Con base en el anterior estudio consideró el a quo, que si bien es cierto la producción es aceptable, no por eso el Juez disciplinado tenía que dejar a la deriva algunos asuntos y encargarse de otros, pues todos merecen impulso procesal. DE LA APELACIÓN El funcionario investigado el 5 de marzo 2013, interpuso y sustentó recurso de apelación contra el fallo sancionatorio, solicitando la revocatoria de la providencia impugnada, y en su lugar, absolverlo del cargo imputado por haber obrado en circunstancias constitutivas de fuerza mayor, excluyente de responsabilidad disciplinaria. El funcionario investigado por otra parte argumentó que si bien había un hecho moroso al momento de avocar conocimiento en el caso de inasistencia alimentaria de la denunciante señora GAMBOA REYES, correspondía a un proceso sin preso, por lo que se le había otorgado al sentenciado la suspensión condicional de la ejecución de la pena, por tanto “no obstante reconocer que la INASISTENCIA ALIMENTARIA, en procesos SIN PRESO, tiene una connotación social de reconocida importancia, y también conlleva reconocimiento de derechos, existe la necesidad de privilegiar las vigilancias ejecutivas de PRESOS, y en la disponibilidad del tiempo hábil del funcionario, otorgarles un segundo o tercer plano de atención dado el alto nivel de congestión que llena a los Juzgados de esa especialidad y que también he resaltado y conoce de sobra la SALA JURISDICCIONAL DEL H CONSEJO SUPERIOR DE LA JUDICATURA, por las medidas descongestivas que tiene que disponer su homóloga LA SALA
ADMINISTRATIVA, ya obrantes en las pruebas del proceso”. De igual forma, durante los dos años de la mora, cuestionada se produjeron tres acuerdos y la medida descongestiva fue la creación transitoria de un cargo de Oficial Mayor, en cada uno de los Juzgados de Ejecución de Penas de Bogotá, lo cual demostraba la gran congestión existente en los Juzgados como el que el investigado precedía.

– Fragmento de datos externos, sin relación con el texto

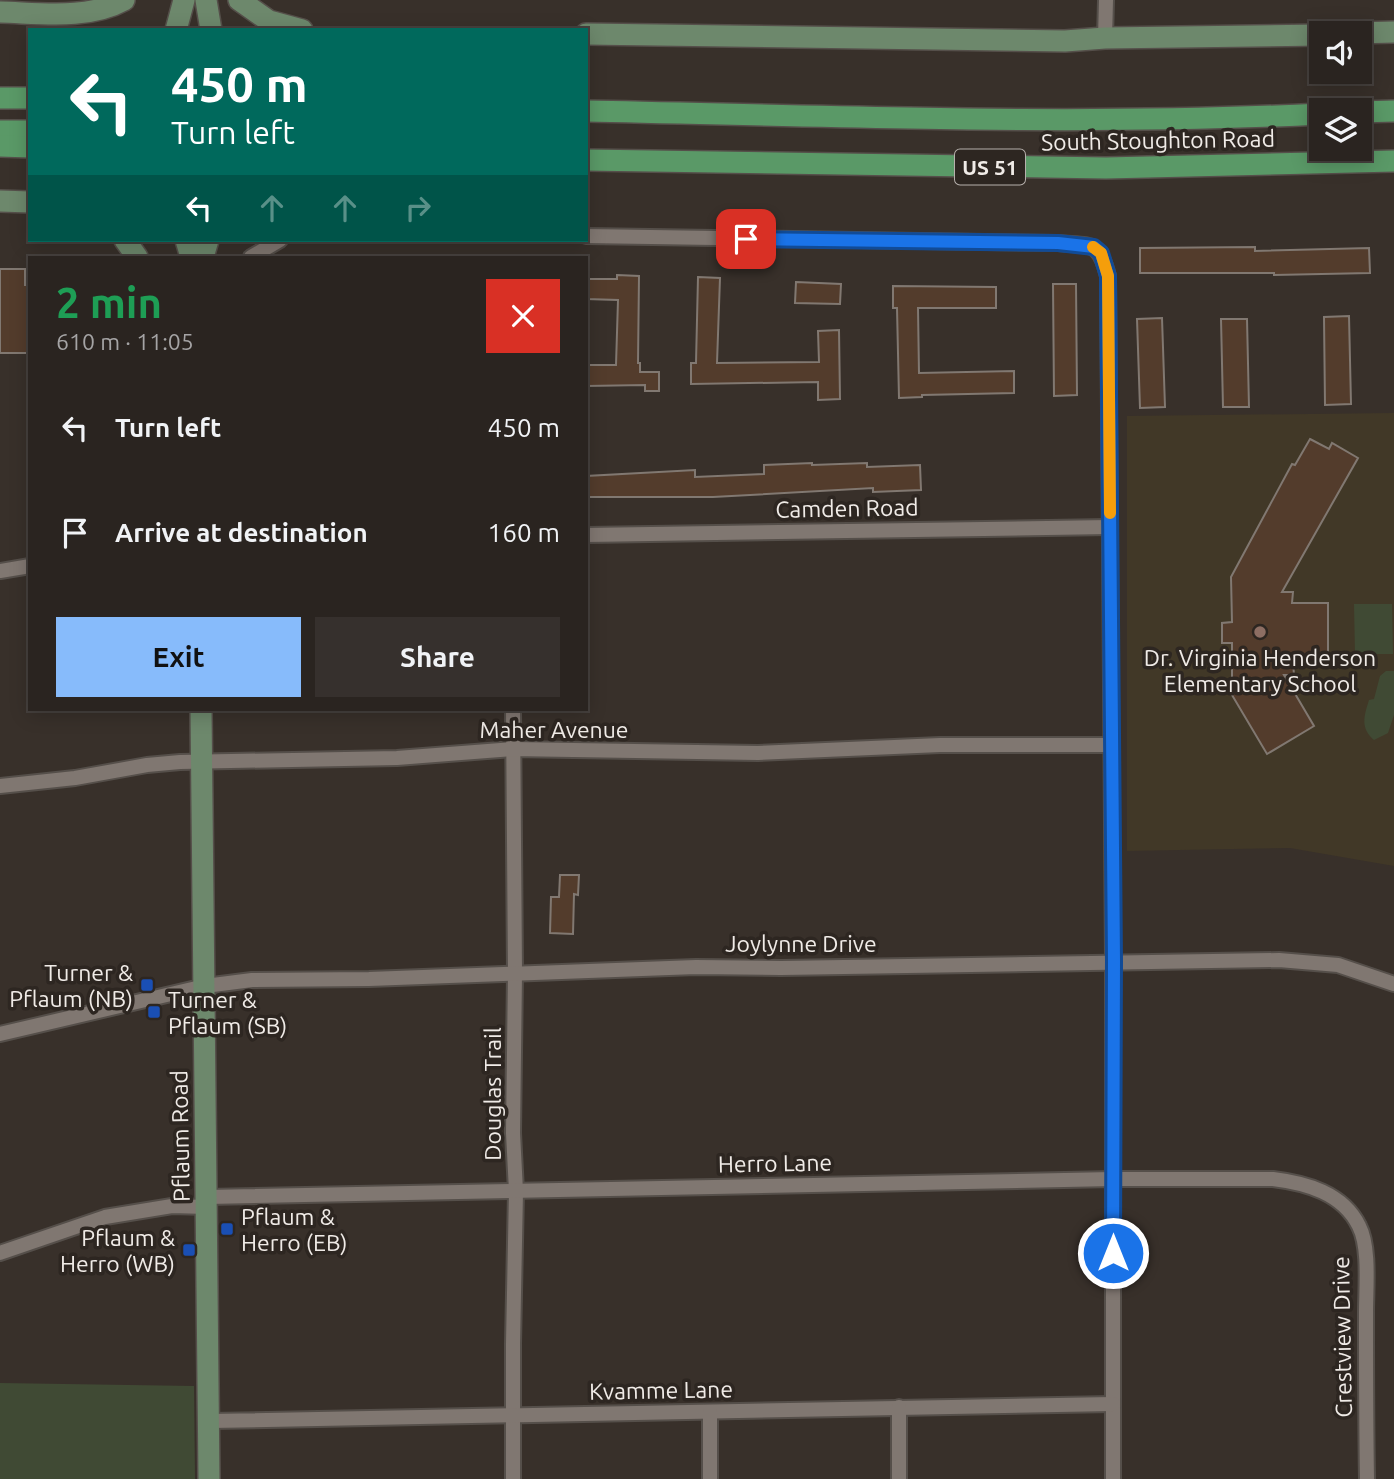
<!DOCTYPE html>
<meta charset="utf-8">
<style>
:root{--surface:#2a2420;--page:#36302d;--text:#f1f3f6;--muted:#a5a4a5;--line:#46413e;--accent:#87bbfb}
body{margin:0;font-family:Ubuntu,sans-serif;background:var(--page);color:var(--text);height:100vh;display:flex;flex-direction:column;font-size:26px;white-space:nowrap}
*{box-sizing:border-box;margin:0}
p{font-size:23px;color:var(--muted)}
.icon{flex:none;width:38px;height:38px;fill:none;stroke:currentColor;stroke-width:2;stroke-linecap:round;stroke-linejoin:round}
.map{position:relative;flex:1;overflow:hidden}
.drawer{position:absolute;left:28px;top:256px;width:560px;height:455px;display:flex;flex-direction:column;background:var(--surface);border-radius:0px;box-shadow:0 4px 18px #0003,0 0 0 2px var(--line)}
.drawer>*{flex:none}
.guide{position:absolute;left:28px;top:28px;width:560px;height:214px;border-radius:0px;box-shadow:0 4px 18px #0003,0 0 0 2px var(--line);background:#00695c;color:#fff;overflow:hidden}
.fabs{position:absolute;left:1309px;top:21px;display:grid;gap:14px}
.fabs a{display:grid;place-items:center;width:63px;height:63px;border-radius:0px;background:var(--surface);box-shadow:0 4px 18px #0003,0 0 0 2px var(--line);font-size:35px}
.pin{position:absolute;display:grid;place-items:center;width:60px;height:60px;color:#fff;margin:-30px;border-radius:14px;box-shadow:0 4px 10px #0006}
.me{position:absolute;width:77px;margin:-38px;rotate:0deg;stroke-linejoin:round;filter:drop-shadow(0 0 5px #0008)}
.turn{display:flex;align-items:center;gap:24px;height:147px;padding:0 28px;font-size:32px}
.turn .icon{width:91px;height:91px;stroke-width:2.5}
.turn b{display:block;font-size:49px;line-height:60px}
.lanes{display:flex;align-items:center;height:66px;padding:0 28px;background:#0003;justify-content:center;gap:35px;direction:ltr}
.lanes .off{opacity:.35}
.round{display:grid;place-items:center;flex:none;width:74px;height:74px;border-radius:0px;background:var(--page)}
.headline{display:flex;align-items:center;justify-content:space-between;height:119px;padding:0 28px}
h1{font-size:42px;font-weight:600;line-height:52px;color:#1e9e55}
.button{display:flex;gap:14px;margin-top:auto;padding:14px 28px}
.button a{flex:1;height:80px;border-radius:0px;background:var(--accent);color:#111;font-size:28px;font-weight:600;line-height:80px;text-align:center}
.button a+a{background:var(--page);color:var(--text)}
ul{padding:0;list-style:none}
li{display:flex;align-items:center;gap:21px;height:105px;padding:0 28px}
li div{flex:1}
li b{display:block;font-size:26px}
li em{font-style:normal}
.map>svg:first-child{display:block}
</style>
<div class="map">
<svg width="1394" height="1479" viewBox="0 0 1394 1479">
<rect width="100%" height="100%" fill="#38302a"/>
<!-- education -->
<path fill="#413827" d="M 1394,413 L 1394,866 L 1290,848 L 1127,851 L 1127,416 Z"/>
<!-- green -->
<g fill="#404a34">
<path d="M 1354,604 L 1392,604 L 1393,654 L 1355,654 Z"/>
<path d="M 1386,671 L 1394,671 L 1394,715 L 1388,733 L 1374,740 C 1360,728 1364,716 1369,700 L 1374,699 L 1380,676 Z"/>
<path d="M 0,1383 L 194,1386 L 195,1479 L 0,1479 Z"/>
</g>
<!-- building -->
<g fill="#533c2c" stroke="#817871" stroke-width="2">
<path d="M 1255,247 L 1255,251 L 1369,248 L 1370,273 L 1274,275 L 1274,273 L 1140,273 L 1140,248 Z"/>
<path d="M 0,269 L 25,269 L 25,285 L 30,285 L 30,353 L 0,353 Z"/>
<path d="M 617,275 L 639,276 L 638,363 L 640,363 L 640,372 L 659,372 L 659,391 L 645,391 L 645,385 L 586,386 L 586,365 L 616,365 L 618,300 L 586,299 L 586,279 L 617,279 Z"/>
<path d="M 698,277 L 720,278 L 717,363 L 819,362 L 818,331 L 839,330 L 840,399 L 818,400 L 818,382 L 691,384 L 691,363 L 696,363 Z"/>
<path d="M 796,282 L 841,284 L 840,304 L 795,303 Z"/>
<path d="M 1053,284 L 1076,284 L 1077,395 L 1054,396 Z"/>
<path d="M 893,286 L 996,287 L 996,308 L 918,308 L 919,373 L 1014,371 L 1014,393 L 922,395 L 922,397 L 899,398 L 897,308 L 893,308 Z"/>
<path d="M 1349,316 L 1351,404 L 1325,405 L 1324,317 Z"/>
<path d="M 1162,318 L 1165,407 L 1140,408 L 1137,319 Z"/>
<path d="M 1221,319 L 1247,319 L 1249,407 L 1223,407 Z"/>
<path d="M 1310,439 L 1329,449 L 1332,443 L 1358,458 L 1282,592 L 1293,592 L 1292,603 L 1328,603 L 1328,662 L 1293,662 L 1294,675 L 1284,675 L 1314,726 L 1267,754 L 1232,695 L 1232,643 L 1222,643 L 1222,623 L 1232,622 L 1231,577 L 1292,464 L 1295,465 Z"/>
<path d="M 812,463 L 812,465 L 867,463 L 867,467 L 920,465 L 921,490 L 873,492 L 873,488 L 713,497 L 586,497 L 586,476 L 695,470 L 695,477 L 764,474 L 764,465 Z"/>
<path d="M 560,875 L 579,875 L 578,895 L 574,894 L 573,934 L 550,933 L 551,897 L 559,897 Z"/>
</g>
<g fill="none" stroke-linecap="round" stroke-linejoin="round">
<!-- street casing -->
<g stroke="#554f4a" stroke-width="18">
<g id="street">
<path d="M 1105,38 L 1106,0"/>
<path d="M 586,236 L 1058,243 C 1091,246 1099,240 1108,276 L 1113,961 L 1113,1479"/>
<path d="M 251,257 L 280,240"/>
<path d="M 586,535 L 1109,527"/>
<path d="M 0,571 L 30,566"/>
<path d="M 513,709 L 515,973 L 513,1133 L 516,1191 L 513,1344 L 513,1479"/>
<path d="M 0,786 L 75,778 L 147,765 L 180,762 L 397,758 L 512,749 L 758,753 L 940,745 L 1111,745"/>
<path d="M 0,1034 L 205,986 L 252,980 L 369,979 L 696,967 L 781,968 L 1279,960 L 1338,965 L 1394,984"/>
<path d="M 207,1197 L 1113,1179 L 1273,1179 C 1306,1183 1343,1193 1359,1226 C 1370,1247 1366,1288 1366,1312 C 1366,1367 1366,1423 1367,1479"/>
<path d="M 0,1253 L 105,1217 L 172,1206 L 207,1207"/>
<path d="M 210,1421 L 1113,1404"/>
<path d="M 710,1479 L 710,1412"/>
<path d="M 899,1479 L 899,1407"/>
</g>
</g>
<!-- secondary casing -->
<g stroke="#554f4a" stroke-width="24">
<g id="secondary">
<path d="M 206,0 L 211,30"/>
<path d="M 239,0 L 269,21 L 302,30"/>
<path d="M 0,12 C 40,13 88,20 124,0"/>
<path d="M 176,30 L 184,0"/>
<path d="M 1356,33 L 1394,32"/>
<path d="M 586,34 L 1065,41 L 1105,38 L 1321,35"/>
<path d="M 0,201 L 30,202"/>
<path d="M 125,240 L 137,257"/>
<path d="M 186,240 L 191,257"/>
<path d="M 203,257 L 208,240"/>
<path d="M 201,709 L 209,1479"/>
</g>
</g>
<!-- primary casing -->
<g stroke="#554f4a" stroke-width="24">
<g id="primary">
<path d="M 0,98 L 30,98"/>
<path d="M 586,111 C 831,116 1077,126 1321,114"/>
<path d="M 1360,112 L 1394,111"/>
<path d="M 0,131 L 30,131"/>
<path d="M 0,146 L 30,147"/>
<path d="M 586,160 L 1106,168 L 1394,161"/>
</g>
</g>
<!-- street -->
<use href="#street" stroke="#807771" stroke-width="14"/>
<!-- secondary -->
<use href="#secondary" stroke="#6d886c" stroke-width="21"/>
<!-- primary -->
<use href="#primary" stroke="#5a9967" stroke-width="21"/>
</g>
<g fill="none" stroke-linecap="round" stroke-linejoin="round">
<!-- route casing -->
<g stroke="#114b97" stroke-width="18">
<path id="route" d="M 746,239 L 1058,243 L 1094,247 L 1101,253 L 1108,276 L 1114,961 L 1113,1253"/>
</g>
<!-- route -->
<use href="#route" stroke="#1a73e8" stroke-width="12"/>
<!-- slow -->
<path stroke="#f59e0b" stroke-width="12" d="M 1093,247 L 1101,253 L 1108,276 L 1110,513"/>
</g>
<!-- markers -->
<circle fill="#8d6e63" stroke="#2d2621" stroke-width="2.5" cx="1260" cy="632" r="7"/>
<g fill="#1a4fb4" stroke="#2d2621" stroke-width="2.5">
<rect x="140" y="978" width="14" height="14" rx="3.5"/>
<rect x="147" y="1005" width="14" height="14" rx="3.5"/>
<rect x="220" y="1222" width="14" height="14" rx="3.5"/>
<rect x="182" y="1243" width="14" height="14" rx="3.5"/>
</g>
<g text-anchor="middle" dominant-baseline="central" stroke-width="7" stroke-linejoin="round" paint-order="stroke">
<!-- shield labels -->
<rect fill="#2d2621" stroke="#b6b0ac" stroke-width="2" x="955" y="149.5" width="70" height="35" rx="5"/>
<g font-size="21" font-weight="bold" fill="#f0ebe7">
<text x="990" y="167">US 51</text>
</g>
<!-- street labels -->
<g font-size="23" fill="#f0ebe7" stroke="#2d2621">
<text transform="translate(1158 140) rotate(-1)">South Stoughton Road</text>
<text transform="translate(847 508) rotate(-1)">Camden Road</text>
<text x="554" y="729">Maher Avenue</text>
<text x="801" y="943">Joylynne Drive</text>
<text transform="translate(492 1094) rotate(-90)">Douglas Trail</text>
<text transform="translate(180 1136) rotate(-91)">Pflaum Road</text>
<text transform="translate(775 1163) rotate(-1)">Herro Lane</text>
<text transform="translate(1342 1337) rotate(-91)">Crestview Drive</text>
<text transform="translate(661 1390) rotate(-1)">Kvamme Lane</text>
</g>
<!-- poi labels -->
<g font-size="23" fill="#f0ebe7" stroke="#2d2621" text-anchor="end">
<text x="1260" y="657" text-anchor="middle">Dr. Virginia Henderson<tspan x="1260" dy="26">Elementary School</tspan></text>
<text x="133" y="972">Turner &amp;<tspan x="133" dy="26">Pflaum (NB)</tspan></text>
<text x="168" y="999" text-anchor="start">Turner &amp;<tspan x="168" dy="26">Pflaum (SB)</tspan></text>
<text x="241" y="1216" text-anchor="start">Pflaum &amp;<tspan x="241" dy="26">Herro (EB)</tspan></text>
<text x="175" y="1237">Pflaum &amp;<tspan x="175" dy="26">Herro (WB)</tspan></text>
</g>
</g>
</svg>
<div class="fabs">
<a><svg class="icon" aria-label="sound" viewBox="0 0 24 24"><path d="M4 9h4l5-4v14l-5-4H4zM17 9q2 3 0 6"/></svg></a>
<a><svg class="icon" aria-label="layers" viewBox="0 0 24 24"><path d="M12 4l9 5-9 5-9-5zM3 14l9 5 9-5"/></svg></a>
</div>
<div class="pin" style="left:746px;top:239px;background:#d93025"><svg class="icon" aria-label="arrive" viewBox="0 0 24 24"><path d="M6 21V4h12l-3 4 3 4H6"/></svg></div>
<svg class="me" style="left:1113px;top:1253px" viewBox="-20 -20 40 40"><circle r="17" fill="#1a73e8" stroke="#fff" stroke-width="3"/><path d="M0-11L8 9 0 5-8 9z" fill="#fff"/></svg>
<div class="guide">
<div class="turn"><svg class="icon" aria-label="left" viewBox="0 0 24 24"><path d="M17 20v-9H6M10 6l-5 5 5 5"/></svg><div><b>450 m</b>Turn left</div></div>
<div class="lanes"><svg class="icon" aria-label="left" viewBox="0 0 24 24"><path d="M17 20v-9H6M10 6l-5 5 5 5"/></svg><svg class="icon off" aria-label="ahead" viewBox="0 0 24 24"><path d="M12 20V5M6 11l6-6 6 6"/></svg><svg class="icon off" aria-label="ahead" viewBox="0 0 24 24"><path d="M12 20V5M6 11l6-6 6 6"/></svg><svg class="icon off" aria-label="right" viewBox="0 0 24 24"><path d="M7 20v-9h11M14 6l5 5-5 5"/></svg></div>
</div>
<section class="drawer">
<div class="headline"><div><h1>2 min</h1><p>610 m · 11:05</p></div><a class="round" style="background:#d93025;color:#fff"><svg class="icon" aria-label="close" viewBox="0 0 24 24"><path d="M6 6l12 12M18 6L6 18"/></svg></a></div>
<ul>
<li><svg class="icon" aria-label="left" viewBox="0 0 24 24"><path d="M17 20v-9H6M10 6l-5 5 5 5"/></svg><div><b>Turn left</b></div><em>450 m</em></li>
<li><svg class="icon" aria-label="arrive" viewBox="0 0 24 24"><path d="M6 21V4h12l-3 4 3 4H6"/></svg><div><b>Arrive at destination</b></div><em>160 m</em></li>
</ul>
<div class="button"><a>Exit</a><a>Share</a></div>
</section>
</div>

Finalmente manifestó que el traslado de las sedes generaba suspensión de términos y además durante ese periodo disfrutó tres periodos de vacaciones de 25 días continuos, de igual forma asistió a exposiciones, mesas de estudio los cuales eran autorizados y anexa copia de los mismos (fl 146 a 152 c.o. 1ra instancia). ACTUACIONES EN SEGUNDA INSTANCIA 1.- Mediante auto de 17 de abril de 2013, se avocó conocimiento del presente asunto y se ordenó comunicar a la Procuraduría Delegada para la Vigilancia Judicial y Policía Judicial, en los términos del artículo 90 de la Ley 734 de 2002. El Ministerio Público se notificó de dicho proveído el 25 de abril de 2013 y se abstuvo de conceptuar (folio 6 c. 2ª Inst.). 2.- El 29 de abril de 2013, la Secretaría Judicial de la Sala certificó que el doctor ORLANDO GÓMEZ RODRÍGUEZ, en su condición de Juez 5 De Ejecución de Penas y Medidas De Seguridad de Bogotá, no tiene registradas sanciones (folios 9 c. o. 2ª Instancia). 3.- El 29 de abril de 2013 mediante constancia secretarial se informa que
contra el disciplinado no cursan otros procesos en esta corporación por los mismos hechos (folios 10 c. o. 2ª Instancia). 4.- En auto del 19 de julio de 2013 la Magistrada Sustanciadora, a efectos de resolver el recurso de apelación, ordenó por Secretaría se remitiera copia del proceso 200700062, cursado en el Juzgado 5 de Ejecución de Penas y Medidas de Seguridad de Bogotá (folios 12 c. o. 2ª Instancia) 5.- El 1 de agosto de 2013, cumplido lo dispuesto, por constancia Secretarial ingresa nuevamente el proceso al Despacho de la Magistrada Sustanciadora (folios 10 c. o. 2ª Instancia).
CONSIDERACIONES
1.- Competencia. La Sala Jurisdiccional Disciplinaria del Consejo Superior de la Judicatura, es competente para conocer el presente asunto, en virtud de lo previsto por el artículo 256, numeral 3° de la Constitución Política, y el artículo 112, numeral 4° de la Ley 270 de 1996. Antes de entrar al estudio de la impugnación interpuesta contra el fallo de primera instancia, quien aquí funge como Magistrada Ponente se permite precisar que si bien ha expuesto su impedimento para conocer de providencias en las cuales el doctor RAFAEL VÉLEZ FERNÁNDEZ ha sido ponente o ha conformado Sala, ante la reiterativa negación de aceptar dicha declaración como se sigue, entre otras, de las providencias proferidas en los siguientes radicados y Salas: 2007-054519, Sala 106 del 20 de septiembre de 2010; 200503554, Sala 12 del 11 de febrero de 2010; 200801969, Sala 14
del 18 de febrero de 2010 y 200405630, Sala 26 del 24 de febrero de 2010; la suscrita en aras del principio de celeridad y eficacia opta por no continuar realizado tales manifestaciones.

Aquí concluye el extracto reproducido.